By accurately quantifying the heat capacity of the calorimeter, we can ensure the precision and reliability
of subsequent calorimetry experiments. This information is essential for a wide range of applications,
including the study of chemical reactions, the determination of specific heat capacities of substances,
and the calculation of enthalpy changes, also known as the heat of reaction. Through this experiment,
we will gain insights into the principles of heat transfer and the importance of heat capacity in the field
of thermodynamics.
Materials:
Calorimeter (insulated Styrofoam cup with cardboard lid and thermometer hole)
Clamp (for supporting the thermometer)
Graduated cylinder
400 mL beaker
150 mL of water
Thermometer
Stopwatch or timer
Procedure:
1. Calorimeter Setup:
i. Assemble the calorimeter by placing the insulated cup on a stable surface and covering it with
the cardboard lid. Ensure the thermometer hole is aligned correctly.
ii. Use a clamp to support the thermometer inside the hole, making sure it doesn't touch the
sides or bottom of the calorimeter.
iii. Verify that there is enough space in the calorimeter to swirl its contents without the
thermometer getting in the way.
2. Initial Temperature Equilibrium:
i. Measure out 50 mL of cold water using a graduated cylinder and pour it into the calorimeter
cup.
ii. Monitor and record the temperature of the cold water at 30-second intervals until the
temperature remains constant for 2 to 3 readings. This indicates that the water has reached
thermal equilibrium with its surroundings.
3. Hot Water Preparation:
i. While waiting for the cold water to reach equilibrium, heat 150 mL of water in a 400 mL
beaker to a temperature range of 50-60 degrees Celsius.

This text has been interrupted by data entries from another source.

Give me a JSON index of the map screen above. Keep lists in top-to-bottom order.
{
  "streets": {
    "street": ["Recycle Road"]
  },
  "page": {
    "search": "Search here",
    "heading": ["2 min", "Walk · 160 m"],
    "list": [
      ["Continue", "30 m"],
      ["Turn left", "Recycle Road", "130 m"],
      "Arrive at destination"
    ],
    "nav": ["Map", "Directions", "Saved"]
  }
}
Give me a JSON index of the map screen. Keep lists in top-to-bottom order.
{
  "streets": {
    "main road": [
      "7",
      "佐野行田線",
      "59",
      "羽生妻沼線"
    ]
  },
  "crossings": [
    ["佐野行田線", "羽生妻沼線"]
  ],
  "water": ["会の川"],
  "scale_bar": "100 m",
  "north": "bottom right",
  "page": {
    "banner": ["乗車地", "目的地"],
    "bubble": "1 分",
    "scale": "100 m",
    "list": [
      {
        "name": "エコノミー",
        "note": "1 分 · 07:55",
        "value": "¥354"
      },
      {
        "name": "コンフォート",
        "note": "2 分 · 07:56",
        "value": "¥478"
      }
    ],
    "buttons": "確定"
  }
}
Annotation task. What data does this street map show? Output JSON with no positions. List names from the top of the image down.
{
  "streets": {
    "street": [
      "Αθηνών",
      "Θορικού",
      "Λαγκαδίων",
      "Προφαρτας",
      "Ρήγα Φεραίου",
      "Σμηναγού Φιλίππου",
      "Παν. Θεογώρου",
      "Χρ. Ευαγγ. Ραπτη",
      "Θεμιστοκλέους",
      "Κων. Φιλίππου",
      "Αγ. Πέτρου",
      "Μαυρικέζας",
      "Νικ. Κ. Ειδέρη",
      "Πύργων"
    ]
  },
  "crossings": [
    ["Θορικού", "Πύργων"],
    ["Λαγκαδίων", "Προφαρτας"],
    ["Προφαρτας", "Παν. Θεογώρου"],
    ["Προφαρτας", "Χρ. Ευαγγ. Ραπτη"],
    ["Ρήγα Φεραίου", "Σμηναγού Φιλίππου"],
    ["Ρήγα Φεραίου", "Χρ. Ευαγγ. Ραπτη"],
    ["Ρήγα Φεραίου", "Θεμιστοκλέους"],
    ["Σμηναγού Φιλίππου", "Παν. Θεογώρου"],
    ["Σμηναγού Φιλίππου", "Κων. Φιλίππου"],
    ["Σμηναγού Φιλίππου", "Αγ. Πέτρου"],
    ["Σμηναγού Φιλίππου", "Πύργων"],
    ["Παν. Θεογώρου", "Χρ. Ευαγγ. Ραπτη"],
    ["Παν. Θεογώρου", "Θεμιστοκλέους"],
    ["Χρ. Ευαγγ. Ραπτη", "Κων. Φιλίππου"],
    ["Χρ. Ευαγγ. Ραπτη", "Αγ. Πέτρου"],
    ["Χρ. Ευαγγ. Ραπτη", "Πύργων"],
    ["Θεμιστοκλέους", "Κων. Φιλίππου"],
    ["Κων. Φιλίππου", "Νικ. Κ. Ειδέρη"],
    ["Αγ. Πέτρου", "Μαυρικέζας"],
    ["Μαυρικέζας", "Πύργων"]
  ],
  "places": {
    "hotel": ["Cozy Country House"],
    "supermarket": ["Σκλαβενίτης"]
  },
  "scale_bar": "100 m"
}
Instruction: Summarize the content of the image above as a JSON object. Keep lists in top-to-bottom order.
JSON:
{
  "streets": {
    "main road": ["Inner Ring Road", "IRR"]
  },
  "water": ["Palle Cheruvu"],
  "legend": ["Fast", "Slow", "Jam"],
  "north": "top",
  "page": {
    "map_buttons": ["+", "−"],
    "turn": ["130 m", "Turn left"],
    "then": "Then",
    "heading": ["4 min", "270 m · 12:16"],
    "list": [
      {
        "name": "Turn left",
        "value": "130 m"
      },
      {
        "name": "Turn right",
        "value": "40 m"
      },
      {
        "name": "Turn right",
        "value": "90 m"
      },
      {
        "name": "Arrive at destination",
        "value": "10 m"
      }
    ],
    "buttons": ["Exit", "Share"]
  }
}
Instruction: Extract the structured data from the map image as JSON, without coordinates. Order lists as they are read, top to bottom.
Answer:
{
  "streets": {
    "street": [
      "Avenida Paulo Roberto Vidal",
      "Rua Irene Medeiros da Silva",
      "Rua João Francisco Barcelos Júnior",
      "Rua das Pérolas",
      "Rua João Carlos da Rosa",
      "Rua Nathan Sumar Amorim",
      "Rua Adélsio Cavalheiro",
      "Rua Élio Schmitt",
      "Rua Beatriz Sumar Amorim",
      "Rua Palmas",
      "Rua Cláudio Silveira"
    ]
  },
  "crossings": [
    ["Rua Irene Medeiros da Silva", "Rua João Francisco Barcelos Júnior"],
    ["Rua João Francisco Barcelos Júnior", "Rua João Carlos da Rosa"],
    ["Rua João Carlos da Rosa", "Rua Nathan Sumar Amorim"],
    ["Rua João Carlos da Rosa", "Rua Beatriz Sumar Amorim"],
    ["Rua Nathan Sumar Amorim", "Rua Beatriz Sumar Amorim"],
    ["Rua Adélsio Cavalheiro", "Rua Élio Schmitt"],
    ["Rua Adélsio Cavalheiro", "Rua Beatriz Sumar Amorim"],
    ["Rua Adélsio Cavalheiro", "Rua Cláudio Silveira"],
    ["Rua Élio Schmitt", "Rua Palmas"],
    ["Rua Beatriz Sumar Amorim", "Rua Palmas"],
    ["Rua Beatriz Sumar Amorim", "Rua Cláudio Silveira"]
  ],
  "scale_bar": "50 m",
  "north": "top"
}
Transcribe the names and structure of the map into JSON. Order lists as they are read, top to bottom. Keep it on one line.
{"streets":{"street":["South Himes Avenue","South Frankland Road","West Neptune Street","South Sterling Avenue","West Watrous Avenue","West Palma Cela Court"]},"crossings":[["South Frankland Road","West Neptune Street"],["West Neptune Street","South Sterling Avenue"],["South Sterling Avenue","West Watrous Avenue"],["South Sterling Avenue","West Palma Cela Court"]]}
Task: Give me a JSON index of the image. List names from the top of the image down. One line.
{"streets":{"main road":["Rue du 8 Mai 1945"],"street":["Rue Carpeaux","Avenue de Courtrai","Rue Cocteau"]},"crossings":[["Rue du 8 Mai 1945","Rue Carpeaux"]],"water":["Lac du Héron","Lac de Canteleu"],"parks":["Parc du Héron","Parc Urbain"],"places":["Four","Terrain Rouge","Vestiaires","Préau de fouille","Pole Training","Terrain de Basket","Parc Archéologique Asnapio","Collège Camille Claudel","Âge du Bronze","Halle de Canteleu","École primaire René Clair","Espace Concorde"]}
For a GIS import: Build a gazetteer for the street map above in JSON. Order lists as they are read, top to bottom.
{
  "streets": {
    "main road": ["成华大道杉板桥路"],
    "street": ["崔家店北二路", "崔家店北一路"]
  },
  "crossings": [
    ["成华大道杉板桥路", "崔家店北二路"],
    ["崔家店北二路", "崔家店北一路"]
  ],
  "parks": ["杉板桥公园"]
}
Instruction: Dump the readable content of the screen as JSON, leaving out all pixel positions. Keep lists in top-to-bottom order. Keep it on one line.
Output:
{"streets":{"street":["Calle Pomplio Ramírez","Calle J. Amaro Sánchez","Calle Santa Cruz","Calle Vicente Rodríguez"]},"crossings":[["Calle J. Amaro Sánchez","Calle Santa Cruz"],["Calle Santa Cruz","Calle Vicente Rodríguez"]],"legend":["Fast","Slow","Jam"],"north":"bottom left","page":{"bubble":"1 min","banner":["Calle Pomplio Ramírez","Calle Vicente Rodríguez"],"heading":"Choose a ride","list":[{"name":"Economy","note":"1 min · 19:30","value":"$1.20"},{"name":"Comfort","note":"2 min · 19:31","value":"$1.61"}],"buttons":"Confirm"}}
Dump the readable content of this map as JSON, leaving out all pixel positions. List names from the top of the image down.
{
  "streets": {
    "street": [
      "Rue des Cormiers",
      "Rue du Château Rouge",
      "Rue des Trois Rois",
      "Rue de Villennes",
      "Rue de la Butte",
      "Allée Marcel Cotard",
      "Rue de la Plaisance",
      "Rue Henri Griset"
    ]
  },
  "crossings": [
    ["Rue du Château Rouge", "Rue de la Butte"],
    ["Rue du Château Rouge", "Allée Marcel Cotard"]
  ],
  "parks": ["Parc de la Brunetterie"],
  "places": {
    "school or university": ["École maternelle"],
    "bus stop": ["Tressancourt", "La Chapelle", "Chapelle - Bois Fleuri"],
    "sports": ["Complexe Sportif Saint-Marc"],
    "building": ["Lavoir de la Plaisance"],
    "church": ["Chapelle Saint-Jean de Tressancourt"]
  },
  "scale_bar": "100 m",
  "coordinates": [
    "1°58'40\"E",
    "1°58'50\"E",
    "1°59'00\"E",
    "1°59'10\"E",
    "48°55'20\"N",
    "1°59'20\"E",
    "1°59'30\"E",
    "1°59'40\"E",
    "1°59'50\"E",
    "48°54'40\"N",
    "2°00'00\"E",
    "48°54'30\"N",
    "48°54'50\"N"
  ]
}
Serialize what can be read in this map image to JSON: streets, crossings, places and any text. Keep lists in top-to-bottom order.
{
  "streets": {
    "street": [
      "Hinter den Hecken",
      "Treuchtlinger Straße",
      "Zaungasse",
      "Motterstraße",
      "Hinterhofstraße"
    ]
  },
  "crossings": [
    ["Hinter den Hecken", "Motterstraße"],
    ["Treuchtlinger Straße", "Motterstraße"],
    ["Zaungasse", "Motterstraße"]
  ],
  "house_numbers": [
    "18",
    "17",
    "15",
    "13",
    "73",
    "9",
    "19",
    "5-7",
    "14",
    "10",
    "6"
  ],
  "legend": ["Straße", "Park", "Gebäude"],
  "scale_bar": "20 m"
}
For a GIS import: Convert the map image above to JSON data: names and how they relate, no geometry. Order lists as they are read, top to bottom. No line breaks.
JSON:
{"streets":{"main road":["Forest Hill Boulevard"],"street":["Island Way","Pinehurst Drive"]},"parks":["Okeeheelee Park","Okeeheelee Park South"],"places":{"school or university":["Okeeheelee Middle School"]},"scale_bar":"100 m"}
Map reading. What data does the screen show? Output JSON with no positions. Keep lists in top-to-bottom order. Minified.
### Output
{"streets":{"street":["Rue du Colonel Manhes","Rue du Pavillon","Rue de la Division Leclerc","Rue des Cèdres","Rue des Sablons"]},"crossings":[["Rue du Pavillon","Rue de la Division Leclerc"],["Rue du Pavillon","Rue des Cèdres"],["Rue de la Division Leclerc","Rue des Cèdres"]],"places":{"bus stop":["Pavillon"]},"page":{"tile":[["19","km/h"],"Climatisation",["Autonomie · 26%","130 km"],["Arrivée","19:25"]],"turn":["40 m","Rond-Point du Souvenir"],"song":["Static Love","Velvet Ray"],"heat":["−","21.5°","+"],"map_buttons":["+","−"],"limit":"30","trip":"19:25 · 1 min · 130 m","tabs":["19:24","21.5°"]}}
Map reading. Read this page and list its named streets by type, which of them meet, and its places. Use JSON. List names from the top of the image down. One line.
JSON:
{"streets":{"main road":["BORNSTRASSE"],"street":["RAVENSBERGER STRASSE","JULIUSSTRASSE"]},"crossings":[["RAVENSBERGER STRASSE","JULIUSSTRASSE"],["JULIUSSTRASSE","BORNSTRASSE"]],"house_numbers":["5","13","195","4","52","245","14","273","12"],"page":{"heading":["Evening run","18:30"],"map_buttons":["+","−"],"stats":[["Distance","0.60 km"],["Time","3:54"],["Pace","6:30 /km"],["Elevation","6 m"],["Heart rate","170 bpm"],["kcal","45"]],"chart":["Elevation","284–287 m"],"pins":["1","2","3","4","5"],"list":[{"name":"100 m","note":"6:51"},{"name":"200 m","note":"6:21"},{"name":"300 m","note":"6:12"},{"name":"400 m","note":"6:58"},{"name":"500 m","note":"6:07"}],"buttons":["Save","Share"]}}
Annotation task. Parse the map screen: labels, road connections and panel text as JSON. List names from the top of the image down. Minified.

ii. Measure out 50 mL of the hot water using a graduated cylinder.
iii. Record the initial temperature of the hot water using the thermometer.
4. Temperature Readings:
i. Once the cold water in the calorimeter has reached equilibrium, return the thermometer to
the calorimeter cup.
ii. Record the temperature at 30-second intervals for 3 readings. This will serve as your initial
temperature for the experiment.
5. Mixing Hot Water:
i. Carefully lift the lid of the calorimeter.
ii. Pour the 50 mL of hot water into the calorimeter cup containing the cold water while stirring
continuously to ensure thorough mixing.
iii. Quickly replace the calorimeter lid.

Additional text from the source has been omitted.